All of the respondents were senior executives in the C-suite or a level or two below. So, this was a unique perspective on what top executives in very large companies are thinking about big data. We had over 50 senior executives complete a very detailed set of 65 questions.
Part of the motivation for doing the survey was that we had heard from many of those surveyed that they wanted to know what their peers were doing in terms of big data. Was big data a real phenomenon across their industry? What kinds of investments were organizations making in big data? What type of applications were they looking at? And did they have people with the right skills to execute big data initiatives or did they need to find people with these skills?
What was the big overall message from the survey?
There were several key themes.
One was the promise of improved data-driven decision making. Everybody agreed on that in principle. All organizations expressed an interest in being able to do that, though what that means for different organizations varies. Some organizations are focused on strengthening their customer relationships; others are focused on managing business and systemic risk.
Eighty-five percent of respondents said they had a big data initiative planned or in progress. Many of these were internally facing, such as improving operational efficiency or the risk environment in the context of Dodd-Frank; [some were] externally facing — how to improve your customer experience or the process of retaining and developing your customer relationships.

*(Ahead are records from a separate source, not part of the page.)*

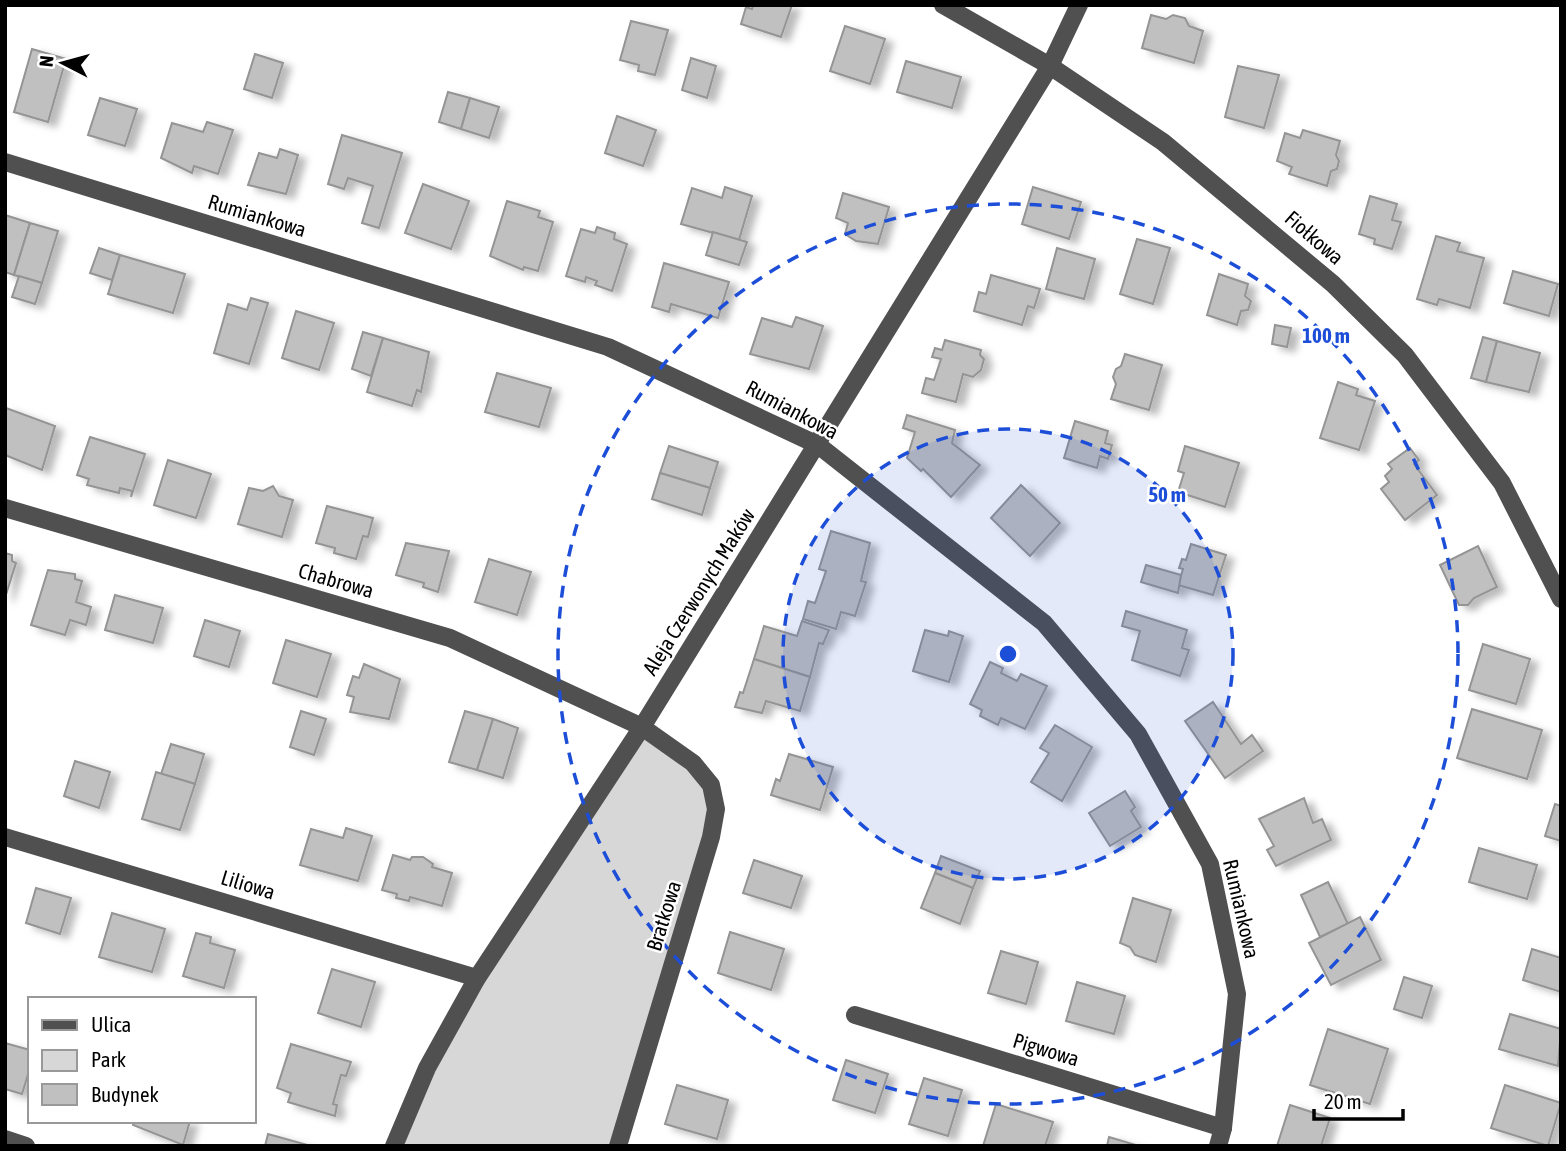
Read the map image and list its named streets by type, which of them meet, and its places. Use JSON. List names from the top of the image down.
{
  "streets": {
    "street": [
      "Rumiankowa",
      "Fiołkowa",
      "Chabrowa",
      "Aleja Czerwonych Maków",
      "Liliowa",
      "Bratkowa",
      "Pigwowa"
    ]
  },
  "crossings": [
    ["Rumiankowa", "Aleja Czerwonych Maków"],
    ["Rumiankowa", "Pigwowa"],
    ["Fiołkowa", "Aleja Czerwonych Maków"],
    ["Chabrowa", "Aleja Czerwonych Maków"],
    ["Chabrowa", "Bratkowa"],
    ["Aleja Czerwonych Maków", "Liliowa"],
    ["Aleja Czerwonych Maków", "Bratkowa"]
  ],
  "legend": ["Ulica", "Park", "Budynek"],
  "scale_bar": "20 m",
  "north": "left",
  "rings": ["100 m", "50 m"]
}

Probably the most interesting finding for us was that with these large corporations, it was all about managing the variety of data and not so much about managing the volume. The issues weren’t incorporating larger and larger volumes of information. Most of these firms have been used to dealing with large volumes. That wasn’t the critical issue. It was about integrating information from diverse sources. Across the board, that was really the primary focus of how firms wanted to use big data, and that included incorporating unstructured data.

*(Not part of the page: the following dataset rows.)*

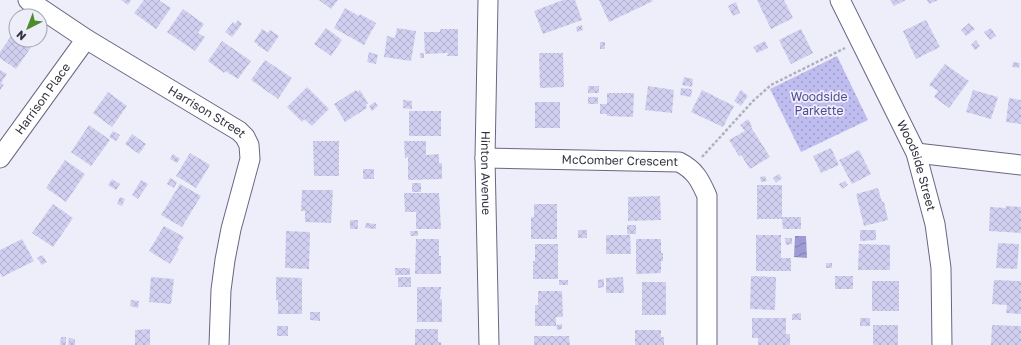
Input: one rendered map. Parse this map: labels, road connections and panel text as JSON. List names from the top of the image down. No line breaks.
{"streets":{"street":["Harrison Place","Harrison Street","McComber Crescent","Woodside Street","Hinton Avenue"]},"crossings":[["Harrison Place","Harrison Street"],["McComber Crescent","Hinton Avenue"]],"parks":["Woodside Parkette"],"north":"bottom left"}
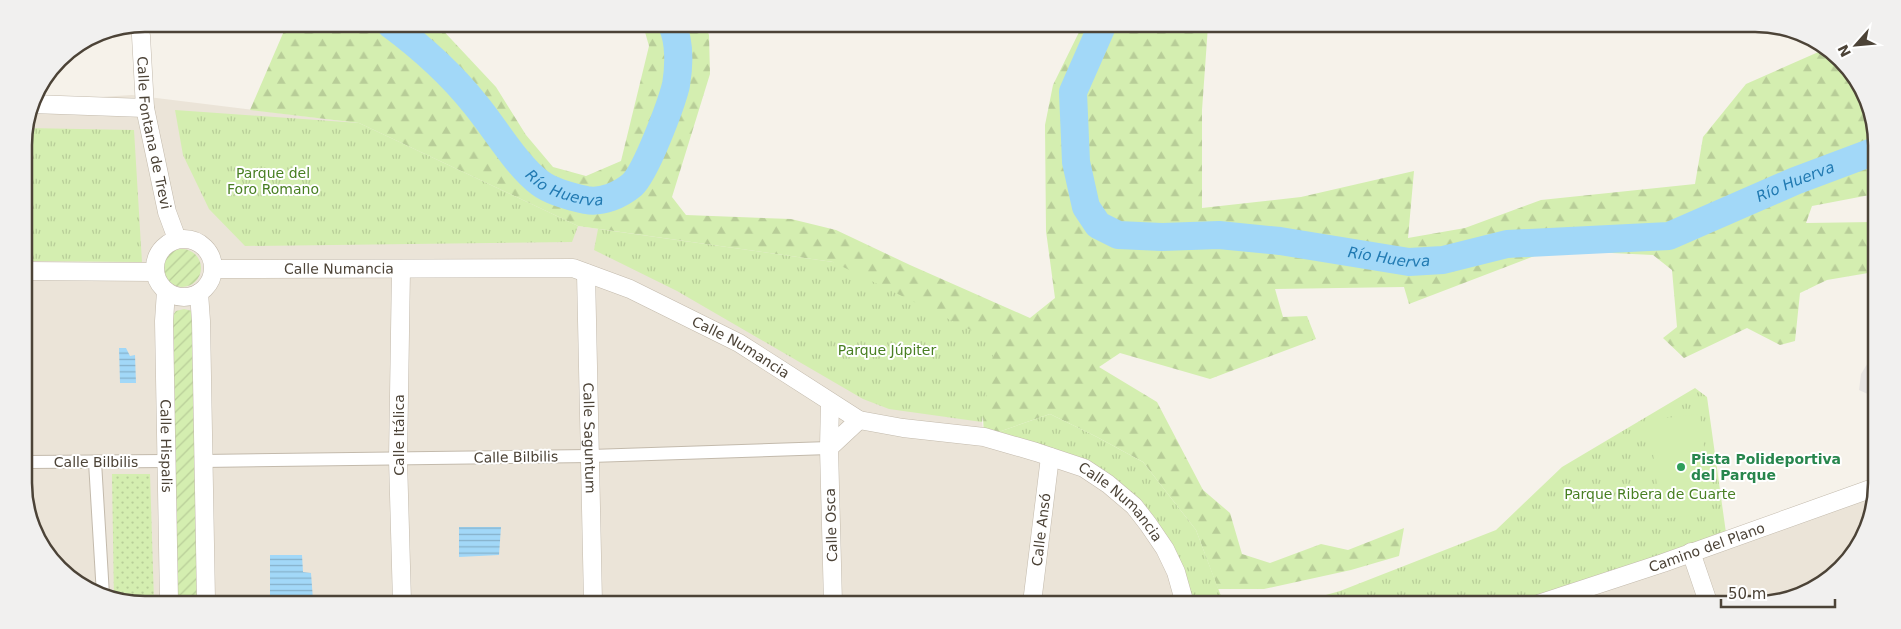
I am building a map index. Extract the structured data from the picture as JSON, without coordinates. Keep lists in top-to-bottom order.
{
  "streets": {
    "street": [
      "Calle Fontana de Trevi",
      "Calle Numancia",
      "Calle Itálica",
      "Calle Saguntum",
      "Calle Hispalis",
      "Calle Bilbilis",
      "Calle Osca",
      "Calle Ansó",
      "Camino del Plano"
    ]
  },
  "crossings": [
    ["Calle Fontana de Trevi", "Calle Numancia"],
    ["Calle Fontana de Trevi", "Calle Hispalis"],
    ["Calle Numancia", "Calle Itálica"],
    ["Calle Numancia", "Calle Saguntum"],
    ["Calle Numancia", "Calle Hispalis"],
    ["Calle Numancia", "Calle Osca"],
    ["Calle Numancia", "Calle Ansó"],
    ["Calle Itálica", "Calle Bilbilis"],
    ["Calle Saguntum", "Calle Bilbilis"],
    ["Calle Hispalis", "Calle Bilbilis"],
    ["Calle Bilbilis", "Calle Osca"]
  ],
  "water": ["Río Huerva"],
  "parks": ["Parque del Foro Romano", "Parque Júpiter", "Parque Ribera de Cuarte"],
  "places": ["Pista Polideportiva del Parque"],
  "scale_bar": "50 m",
  "north": "bottom left"
}
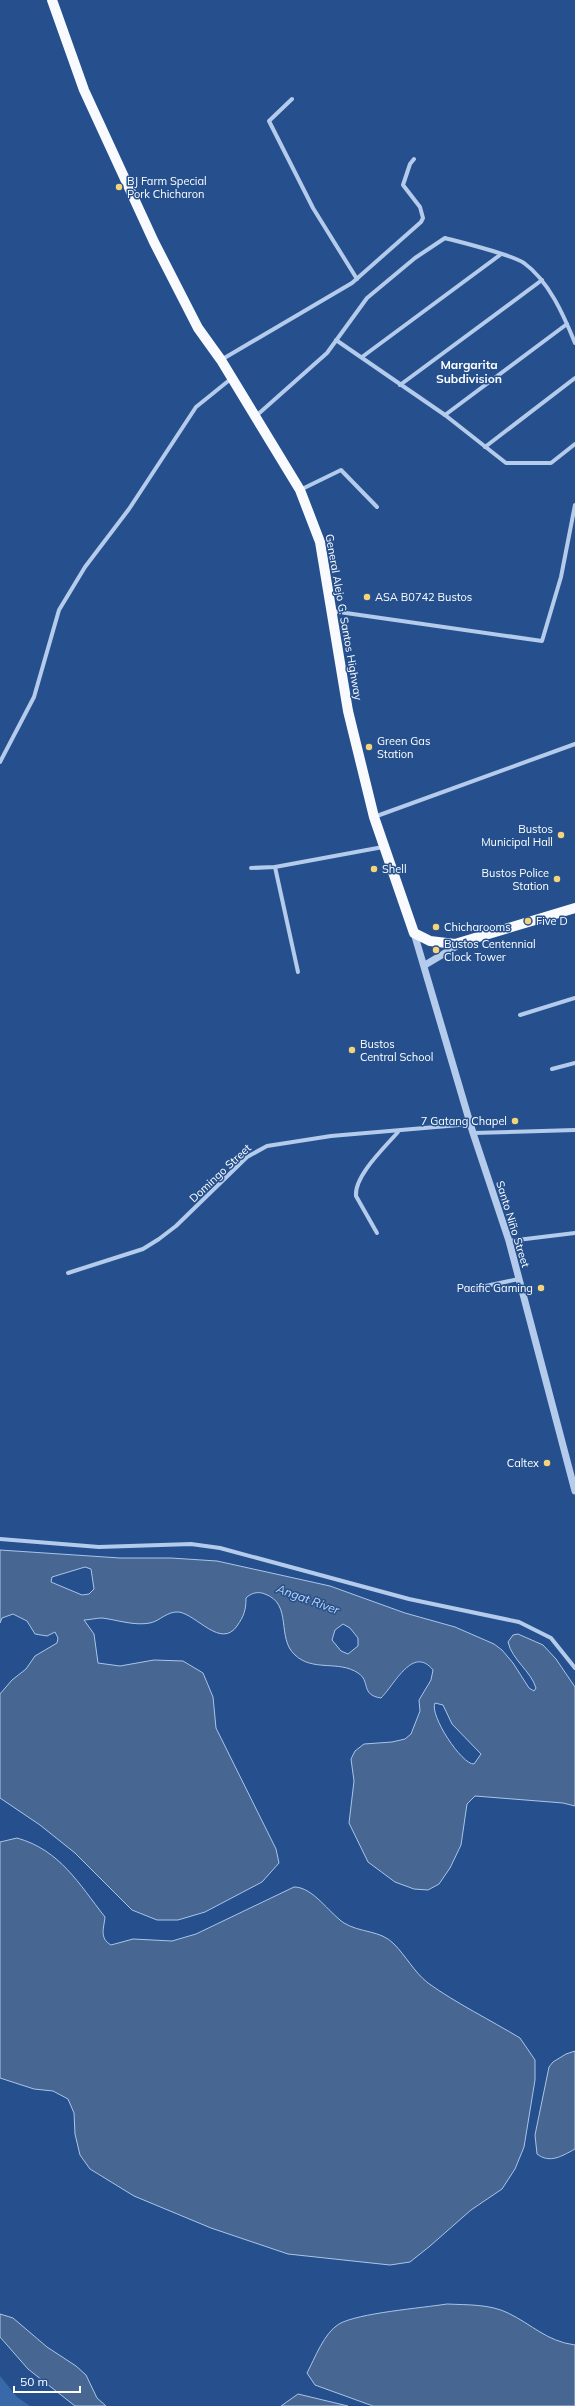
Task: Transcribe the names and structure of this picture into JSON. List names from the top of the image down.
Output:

We were a bit surprised that only 3% said that they cared about social media information. It’s just not in the plans. Some planned to do some very minimal customer sentiment type of analysis, but it’s not top of mind with the large organizations.
Another key finding was that organizational alignment is a very critical factor in ensuring success. There was some division in terms of whether ownership for big data initiatives resided on the business side or the technology side, but there was common agreement that unless the business and technology sides worked together so that there was an understanding of the business objectives and the technology capabilities, a big data initiative would not be as successful as it should be.
The final key finding was about a major roadblock to success, which is having the right people in place with the right skills and the right organizational structure to use big data.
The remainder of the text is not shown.